**EXERCISE AIM**
Copy exactly, please, each line of the data below until the line that contains "position:absolute; left:21px; top:2218px;" has been copied, beginning at the top.

=== DATA TO USE ===

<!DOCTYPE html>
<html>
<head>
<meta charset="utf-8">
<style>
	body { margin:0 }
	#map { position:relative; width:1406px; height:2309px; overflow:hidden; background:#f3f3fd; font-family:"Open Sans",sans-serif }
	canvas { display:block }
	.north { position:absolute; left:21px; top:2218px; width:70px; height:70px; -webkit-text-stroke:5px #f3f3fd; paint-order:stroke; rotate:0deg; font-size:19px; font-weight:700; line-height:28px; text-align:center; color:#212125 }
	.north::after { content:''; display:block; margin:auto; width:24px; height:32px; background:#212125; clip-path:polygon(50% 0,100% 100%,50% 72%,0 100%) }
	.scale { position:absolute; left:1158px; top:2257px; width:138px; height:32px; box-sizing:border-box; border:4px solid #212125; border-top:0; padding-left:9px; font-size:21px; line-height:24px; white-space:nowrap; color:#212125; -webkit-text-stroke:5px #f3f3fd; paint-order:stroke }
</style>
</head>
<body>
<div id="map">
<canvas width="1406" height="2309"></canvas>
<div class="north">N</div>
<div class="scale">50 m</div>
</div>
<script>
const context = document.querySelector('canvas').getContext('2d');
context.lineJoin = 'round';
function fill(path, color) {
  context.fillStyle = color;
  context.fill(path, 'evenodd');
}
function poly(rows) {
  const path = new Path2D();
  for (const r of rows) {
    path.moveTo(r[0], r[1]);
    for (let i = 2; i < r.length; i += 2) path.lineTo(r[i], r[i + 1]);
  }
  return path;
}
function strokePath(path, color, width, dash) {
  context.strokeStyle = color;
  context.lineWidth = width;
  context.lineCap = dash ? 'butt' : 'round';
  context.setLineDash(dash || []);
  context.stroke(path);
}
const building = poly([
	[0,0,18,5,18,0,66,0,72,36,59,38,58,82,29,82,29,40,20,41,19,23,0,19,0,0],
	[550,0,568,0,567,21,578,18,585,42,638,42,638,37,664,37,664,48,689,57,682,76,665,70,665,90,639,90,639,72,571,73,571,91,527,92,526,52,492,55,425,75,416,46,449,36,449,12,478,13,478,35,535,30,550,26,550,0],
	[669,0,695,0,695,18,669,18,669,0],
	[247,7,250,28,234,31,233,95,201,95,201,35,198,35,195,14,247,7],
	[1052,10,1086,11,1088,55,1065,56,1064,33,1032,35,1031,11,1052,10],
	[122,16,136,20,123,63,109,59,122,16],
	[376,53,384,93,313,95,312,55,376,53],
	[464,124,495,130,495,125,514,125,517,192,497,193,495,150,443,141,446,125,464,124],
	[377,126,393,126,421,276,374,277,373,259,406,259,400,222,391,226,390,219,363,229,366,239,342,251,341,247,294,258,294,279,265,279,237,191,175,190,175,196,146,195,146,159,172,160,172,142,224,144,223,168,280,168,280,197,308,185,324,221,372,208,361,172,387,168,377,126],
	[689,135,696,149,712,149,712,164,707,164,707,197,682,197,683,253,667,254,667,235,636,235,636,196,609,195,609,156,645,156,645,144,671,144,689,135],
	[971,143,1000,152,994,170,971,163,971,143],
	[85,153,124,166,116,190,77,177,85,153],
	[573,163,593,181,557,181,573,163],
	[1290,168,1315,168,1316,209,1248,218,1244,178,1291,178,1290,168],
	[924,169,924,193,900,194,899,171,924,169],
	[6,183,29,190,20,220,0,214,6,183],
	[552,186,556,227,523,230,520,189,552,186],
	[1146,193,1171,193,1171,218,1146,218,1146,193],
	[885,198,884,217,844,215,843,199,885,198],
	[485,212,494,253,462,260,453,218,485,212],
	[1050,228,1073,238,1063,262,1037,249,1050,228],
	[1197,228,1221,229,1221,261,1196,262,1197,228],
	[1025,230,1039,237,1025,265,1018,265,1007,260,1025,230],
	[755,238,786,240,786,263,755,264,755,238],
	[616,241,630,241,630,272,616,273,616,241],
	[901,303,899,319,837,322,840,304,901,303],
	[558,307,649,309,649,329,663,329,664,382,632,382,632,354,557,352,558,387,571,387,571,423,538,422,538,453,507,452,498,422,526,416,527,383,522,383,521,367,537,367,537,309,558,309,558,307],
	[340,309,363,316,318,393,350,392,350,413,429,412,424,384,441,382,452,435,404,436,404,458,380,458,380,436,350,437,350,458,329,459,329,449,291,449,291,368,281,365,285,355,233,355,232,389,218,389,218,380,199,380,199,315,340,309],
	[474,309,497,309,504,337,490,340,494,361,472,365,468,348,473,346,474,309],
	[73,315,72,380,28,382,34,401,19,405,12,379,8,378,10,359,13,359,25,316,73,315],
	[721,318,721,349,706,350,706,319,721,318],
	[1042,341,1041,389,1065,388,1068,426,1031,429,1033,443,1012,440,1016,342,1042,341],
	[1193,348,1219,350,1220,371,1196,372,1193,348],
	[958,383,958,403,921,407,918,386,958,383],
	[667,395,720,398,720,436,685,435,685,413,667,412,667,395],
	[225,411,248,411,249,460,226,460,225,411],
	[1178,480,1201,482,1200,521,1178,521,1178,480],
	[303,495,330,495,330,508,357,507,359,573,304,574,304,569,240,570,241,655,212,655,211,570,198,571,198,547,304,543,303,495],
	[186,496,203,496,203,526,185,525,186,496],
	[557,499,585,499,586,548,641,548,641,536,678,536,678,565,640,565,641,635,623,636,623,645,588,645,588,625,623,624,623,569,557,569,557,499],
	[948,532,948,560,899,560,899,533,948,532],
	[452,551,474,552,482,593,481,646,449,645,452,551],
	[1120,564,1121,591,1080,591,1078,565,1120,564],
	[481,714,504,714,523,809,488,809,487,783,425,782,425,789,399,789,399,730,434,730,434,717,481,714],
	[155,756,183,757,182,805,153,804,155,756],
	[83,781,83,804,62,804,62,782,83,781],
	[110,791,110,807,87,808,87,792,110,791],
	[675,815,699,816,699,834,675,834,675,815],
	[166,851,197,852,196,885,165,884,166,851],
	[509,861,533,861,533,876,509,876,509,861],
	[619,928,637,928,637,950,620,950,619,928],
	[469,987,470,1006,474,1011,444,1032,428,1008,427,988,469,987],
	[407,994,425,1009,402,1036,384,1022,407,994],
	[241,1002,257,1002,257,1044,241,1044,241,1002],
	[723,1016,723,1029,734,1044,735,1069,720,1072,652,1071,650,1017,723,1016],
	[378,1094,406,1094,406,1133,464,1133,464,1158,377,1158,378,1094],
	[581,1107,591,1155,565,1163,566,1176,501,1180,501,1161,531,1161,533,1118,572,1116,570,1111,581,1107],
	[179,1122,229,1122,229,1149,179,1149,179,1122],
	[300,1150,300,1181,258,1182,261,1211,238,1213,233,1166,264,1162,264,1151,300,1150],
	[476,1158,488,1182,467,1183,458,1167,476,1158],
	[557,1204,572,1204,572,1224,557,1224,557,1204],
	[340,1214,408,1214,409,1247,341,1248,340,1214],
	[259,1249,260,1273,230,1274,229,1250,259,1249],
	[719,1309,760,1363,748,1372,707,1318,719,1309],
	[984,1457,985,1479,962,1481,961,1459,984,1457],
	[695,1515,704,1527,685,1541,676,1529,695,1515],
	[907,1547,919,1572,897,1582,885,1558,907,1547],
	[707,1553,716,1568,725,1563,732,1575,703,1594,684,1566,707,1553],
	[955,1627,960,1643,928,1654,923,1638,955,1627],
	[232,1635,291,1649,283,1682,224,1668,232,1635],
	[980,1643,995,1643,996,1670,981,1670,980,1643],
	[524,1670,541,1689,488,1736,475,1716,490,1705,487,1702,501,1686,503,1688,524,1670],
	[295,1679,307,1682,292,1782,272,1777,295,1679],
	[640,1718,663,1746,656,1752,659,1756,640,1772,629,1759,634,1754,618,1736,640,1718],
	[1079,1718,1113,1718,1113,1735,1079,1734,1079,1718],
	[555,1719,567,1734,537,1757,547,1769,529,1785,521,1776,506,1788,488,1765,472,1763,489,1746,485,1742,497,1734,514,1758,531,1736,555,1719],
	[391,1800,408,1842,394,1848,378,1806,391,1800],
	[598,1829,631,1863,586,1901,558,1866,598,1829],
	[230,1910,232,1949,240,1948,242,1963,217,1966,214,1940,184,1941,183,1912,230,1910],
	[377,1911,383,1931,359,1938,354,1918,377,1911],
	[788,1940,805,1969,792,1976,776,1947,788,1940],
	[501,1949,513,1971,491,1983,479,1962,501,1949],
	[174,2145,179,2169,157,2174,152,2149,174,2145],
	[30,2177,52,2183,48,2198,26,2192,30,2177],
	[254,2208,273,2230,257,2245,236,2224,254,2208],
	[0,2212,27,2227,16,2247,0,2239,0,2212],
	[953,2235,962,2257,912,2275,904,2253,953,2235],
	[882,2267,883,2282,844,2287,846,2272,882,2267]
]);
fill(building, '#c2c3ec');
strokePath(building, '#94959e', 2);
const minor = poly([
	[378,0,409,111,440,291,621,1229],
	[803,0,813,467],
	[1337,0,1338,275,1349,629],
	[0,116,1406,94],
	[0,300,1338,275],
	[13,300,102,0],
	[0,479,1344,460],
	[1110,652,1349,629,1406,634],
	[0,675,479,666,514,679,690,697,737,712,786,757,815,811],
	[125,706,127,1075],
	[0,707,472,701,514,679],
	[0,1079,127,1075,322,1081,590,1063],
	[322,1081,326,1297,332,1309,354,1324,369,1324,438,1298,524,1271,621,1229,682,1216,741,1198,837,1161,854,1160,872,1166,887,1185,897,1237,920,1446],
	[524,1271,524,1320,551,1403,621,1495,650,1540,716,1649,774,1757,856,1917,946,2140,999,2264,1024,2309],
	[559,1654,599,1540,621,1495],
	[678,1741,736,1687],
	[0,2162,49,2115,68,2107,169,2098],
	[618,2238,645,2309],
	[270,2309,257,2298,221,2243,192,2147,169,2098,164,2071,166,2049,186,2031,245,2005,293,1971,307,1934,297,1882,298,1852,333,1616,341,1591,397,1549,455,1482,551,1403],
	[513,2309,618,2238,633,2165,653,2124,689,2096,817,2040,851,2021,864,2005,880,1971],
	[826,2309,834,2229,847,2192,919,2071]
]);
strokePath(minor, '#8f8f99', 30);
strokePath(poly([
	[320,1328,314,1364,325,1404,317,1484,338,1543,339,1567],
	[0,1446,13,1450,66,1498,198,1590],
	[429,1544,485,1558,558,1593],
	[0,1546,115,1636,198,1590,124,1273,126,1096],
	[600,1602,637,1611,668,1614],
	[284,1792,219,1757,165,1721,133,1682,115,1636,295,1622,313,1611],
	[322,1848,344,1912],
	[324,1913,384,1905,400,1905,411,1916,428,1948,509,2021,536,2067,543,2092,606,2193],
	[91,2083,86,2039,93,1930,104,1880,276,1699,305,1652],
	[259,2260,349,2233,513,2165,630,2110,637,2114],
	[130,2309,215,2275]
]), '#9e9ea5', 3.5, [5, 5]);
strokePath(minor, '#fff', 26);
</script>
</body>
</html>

===

**SOLVED PROBLEM**
<!DOCTYPE html>
<html>
<head>
<meta charset="utf-8">
<style>
	body { margin:0 }
	#map { position:relative; width:1406px; height:2309px; overflow:hidden; background:#f3f3fd; font-family:"Open Sans",sans-serif }
	canvas { display:block }
	.north { position:absolute; left:21px; top:2218px; width:70px; height:70px; -webkit-text-stroke:5px #f3f3fd; paint-order:stroke; rotate:0deg; font-size:19px; font-weight:700; line-height:28px; text-align:center; color:#212125 }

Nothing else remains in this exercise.